=== PROBLEM ===
The answer is one number. Say how many lines in the entries below include the word "picture".

=== INPUT DATA ===
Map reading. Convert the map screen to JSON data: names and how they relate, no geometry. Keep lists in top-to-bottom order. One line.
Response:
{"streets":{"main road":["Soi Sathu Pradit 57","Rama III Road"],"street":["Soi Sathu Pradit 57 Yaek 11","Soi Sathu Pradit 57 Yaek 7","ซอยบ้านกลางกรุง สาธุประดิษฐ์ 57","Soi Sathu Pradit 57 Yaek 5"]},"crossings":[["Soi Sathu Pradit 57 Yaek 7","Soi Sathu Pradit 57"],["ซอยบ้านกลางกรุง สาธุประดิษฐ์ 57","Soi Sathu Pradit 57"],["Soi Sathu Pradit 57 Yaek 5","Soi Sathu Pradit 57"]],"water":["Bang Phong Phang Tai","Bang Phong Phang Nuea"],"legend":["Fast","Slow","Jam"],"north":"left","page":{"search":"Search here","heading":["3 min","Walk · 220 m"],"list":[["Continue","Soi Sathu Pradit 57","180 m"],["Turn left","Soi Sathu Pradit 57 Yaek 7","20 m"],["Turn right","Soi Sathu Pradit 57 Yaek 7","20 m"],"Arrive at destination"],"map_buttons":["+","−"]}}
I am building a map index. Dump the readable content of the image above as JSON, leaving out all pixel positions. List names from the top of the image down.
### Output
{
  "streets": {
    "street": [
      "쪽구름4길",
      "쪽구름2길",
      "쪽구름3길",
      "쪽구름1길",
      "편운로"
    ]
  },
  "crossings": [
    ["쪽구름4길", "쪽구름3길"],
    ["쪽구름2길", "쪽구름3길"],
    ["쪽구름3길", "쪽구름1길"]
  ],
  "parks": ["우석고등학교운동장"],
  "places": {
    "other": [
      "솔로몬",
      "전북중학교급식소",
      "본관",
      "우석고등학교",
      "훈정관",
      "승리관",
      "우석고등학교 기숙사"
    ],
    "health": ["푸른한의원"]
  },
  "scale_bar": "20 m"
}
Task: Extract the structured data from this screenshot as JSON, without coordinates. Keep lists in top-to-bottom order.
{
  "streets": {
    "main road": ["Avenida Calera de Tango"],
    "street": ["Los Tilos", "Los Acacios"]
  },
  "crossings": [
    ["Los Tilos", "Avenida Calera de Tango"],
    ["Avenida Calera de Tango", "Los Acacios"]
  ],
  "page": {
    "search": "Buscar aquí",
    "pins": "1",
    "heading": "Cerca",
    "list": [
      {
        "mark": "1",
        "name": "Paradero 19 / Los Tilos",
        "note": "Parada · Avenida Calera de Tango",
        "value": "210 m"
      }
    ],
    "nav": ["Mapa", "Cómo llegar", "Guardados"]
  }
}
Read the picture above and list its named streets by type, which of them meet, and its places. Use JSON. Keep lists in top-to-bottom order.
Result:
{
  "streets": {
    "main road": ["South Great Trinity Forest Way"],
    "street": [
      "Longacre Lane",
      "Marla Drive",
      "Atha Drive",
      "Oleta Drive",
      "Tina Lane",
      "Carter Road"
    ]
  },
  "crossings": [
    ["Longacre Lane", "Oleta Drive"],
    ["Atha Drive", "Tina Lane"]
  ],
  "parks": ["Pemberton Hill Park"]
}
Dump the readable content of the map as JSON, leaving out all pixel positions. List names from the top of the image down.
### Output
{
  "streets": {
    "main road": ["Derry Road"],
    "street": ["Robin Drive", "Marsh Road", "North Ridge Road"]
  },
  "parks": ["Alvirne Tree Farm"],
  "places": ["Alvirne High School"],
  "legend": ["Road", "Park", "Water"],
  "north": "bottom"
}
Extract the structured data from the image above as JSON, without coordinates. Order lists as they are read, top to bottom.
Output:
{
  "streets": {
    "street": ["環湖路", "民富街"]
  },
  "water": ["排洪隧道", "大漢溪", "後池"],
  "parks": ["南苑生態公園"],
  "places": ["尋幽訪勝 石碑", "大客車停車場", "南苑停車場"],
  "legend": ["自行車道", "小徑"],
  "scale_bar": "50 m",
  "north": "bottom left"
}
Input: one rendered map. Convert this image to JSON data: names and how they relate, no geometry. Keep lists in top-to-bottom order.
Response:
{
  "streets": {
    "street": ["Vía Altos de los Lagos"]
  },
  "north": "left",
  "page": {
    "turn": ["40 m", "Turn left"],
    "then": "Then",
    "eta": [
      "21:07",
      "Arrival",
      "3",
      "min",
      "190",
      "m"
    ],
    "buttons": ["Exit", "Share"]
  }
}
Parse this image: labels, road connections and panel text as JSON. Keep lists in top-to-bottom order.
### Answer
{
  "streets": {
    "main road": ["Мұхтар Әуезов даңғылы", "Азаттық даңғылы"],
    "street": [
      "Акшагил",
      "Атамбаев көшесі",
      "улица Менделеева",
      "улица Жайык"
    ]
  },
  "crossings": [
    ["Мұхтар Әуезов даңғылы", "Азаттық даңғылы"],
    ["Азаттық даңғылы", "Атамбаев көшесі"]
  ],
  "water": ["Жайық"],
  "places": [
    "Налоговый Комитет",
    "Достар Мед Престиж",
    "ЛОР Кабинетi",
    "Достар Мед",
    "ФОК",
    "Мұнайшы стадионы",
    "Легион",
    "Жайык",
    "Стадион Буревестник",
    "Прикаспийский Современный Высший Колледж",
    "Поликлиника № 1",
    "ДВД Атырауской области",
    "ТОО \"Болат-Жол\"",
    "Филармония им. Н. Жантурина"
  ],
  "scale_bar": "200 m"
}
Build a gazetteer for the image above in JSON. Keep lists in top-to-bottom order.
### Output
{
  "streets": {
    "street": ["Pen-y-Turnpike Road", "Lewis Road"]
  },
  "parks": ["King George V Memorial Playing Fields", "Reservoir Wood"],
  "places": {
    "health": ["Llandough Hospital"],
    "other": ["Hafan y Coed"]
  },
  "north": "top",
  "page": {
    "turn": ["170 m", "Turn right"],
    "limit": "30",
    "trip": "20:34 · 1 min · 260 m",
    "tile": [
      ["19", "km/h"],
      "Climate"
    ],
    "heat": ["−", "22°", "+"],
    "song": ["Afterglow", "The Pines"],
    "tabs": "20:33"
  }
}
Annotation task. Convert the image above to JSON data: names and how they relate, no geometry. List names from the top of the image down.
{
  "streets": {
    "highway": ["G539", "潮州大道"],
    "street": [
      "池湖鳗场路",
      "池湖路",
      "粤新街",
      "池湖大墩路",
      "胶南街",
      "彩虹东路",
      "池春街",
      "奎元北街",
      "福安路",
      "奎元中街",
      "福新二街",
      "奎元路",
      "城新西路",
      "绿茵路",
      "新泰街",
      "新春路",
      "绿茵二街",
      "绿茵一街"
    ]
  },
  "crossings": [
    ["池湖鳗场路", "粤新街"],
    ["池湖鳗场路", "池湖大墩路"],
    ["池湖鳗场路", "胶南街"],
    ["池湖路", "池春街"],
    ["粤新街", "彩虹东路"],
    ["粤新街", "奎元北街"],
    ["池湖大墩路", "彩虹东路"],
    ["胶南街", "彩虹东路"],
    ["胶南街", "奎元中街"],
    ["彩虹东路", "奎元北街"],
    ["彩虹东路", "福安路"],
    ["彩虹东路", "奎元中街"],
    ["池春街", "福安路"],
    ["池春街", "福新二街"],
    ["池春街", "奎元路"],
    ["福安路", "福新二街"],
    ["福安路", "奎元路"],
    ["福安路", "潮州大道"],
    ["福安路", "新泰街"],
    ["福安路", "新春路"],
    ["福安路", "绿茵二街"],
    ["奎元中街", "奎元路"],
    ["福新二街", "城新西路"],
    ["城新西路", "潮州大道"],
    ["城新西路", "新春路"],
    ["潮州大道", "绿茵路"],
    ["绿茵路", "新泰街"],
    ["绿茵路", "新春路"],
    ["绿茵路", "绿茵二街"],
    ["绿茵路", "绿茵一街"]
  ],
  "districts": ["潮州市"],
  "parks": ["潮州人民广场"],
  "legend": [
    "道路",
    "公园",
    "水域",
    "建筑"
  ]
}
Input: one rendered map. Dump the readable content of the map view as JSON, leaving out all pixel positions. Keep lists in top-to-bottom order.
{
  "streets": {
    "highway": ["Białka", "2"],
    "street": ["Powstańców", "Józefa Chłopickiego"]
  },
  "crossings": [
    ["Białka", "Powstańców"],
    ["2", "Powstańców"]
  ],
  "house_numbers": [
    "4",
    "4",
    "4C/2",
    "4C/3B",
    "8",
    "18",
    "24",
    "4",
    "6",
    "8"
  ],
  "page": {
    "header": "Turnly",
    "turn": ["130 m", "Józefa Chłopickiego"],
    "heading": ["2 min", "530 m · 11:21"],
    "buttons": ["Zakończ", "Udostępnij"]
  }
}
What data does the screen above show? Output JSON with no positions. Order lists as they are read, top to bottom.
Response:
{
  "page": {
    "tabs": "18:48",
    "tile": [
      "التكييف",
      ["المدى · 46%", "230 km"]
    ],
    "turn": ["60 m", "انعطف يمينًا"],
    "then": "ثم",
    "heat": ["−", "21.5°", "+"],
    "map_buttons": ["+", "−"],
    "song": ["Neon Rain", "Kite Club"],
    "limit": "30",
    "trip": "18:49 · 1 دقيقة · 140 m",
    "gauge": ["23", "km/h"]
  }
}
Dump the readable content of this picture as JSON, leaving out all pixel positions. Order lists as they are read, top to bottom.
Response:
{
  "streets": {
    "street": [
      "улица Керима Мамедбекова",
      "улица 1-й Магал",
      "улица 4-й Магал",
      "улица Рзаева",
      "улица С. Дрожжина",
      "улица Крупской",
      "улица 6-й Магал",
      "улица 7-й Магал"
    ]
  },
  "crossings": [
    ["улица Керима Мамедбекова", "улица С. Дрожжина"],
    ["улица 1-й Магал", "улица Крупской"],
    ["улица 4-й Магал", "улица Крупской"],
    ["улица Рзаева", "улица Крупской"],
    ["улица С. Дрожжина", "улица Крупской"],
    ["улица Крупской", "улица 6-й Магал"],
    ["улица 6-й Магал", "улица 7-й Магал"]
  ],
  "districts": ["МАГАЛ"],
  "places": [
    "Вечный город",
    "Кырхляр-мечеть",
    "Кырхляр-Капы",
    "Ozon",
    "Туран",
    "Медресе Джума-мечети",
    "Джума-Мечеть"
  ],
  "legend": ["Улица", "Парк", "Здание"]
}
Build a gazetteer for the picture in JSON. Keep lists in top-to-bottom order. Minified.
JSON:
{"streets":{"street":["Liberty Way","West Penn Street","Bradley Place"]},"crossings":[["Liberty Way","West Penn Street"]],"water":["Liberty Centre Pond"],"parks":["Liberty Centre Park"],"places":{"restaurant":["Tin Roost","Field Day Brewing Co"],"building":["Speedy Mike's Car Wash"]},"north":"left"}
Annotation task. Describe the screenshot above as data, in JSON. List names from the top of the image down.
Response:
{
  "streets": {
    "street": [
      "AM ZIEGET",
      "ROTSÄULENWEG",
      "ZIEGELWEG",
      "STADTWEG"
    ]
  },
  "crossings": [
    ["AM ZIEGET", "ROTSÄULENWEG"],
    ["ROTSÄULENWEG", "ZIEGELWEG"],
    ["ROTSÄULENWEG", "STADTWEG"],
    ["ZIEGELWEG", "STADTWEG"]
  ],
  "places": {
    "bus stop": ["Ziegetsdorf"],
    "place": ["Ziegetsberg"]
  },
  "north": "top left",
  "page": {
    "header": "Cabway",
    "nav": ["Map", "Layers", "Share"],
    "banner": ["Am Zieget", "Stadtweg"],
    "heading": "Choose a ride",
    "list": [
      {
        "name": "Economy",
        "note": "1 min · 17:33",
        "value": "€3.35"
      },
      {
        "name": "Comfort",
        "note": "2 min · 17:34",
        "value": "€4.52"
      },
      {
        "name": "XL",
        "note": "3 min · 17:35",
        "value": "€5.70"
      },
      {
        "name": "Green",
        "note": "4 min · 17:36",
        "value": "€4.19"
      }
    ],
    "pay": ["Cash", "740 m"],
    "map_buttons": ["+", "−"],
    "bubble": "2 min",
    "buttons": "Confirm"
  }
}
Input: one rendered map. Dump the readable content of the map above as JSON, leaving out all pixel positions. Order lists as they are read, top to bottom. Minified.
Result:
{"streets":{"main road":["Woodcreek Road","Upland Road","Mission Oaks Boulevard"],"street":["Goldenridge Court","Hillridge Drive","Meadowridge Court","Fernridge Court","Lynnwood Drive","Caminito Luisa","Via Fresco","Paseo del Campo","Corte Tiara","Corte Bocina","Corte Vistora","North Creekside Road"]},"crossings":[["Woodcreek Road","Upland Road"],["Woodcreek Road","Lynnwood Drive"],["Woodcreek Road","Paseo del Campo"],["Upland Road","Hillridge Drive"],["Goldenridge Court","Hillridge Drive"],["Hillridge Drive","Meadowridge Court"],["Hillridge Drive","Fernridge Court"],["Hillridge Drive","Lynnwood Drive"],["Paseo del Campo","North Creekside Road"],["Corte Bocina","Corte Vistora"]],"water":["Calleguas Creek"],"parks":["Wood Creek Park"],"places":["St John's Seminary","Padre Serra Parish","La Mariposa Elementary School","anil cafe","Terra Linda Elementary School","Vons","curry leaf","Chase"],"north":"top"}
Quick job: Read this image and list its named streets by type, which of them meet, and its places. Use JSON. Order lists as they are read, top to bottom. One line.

=== SOLUTION TO THE PROBLEM ===
3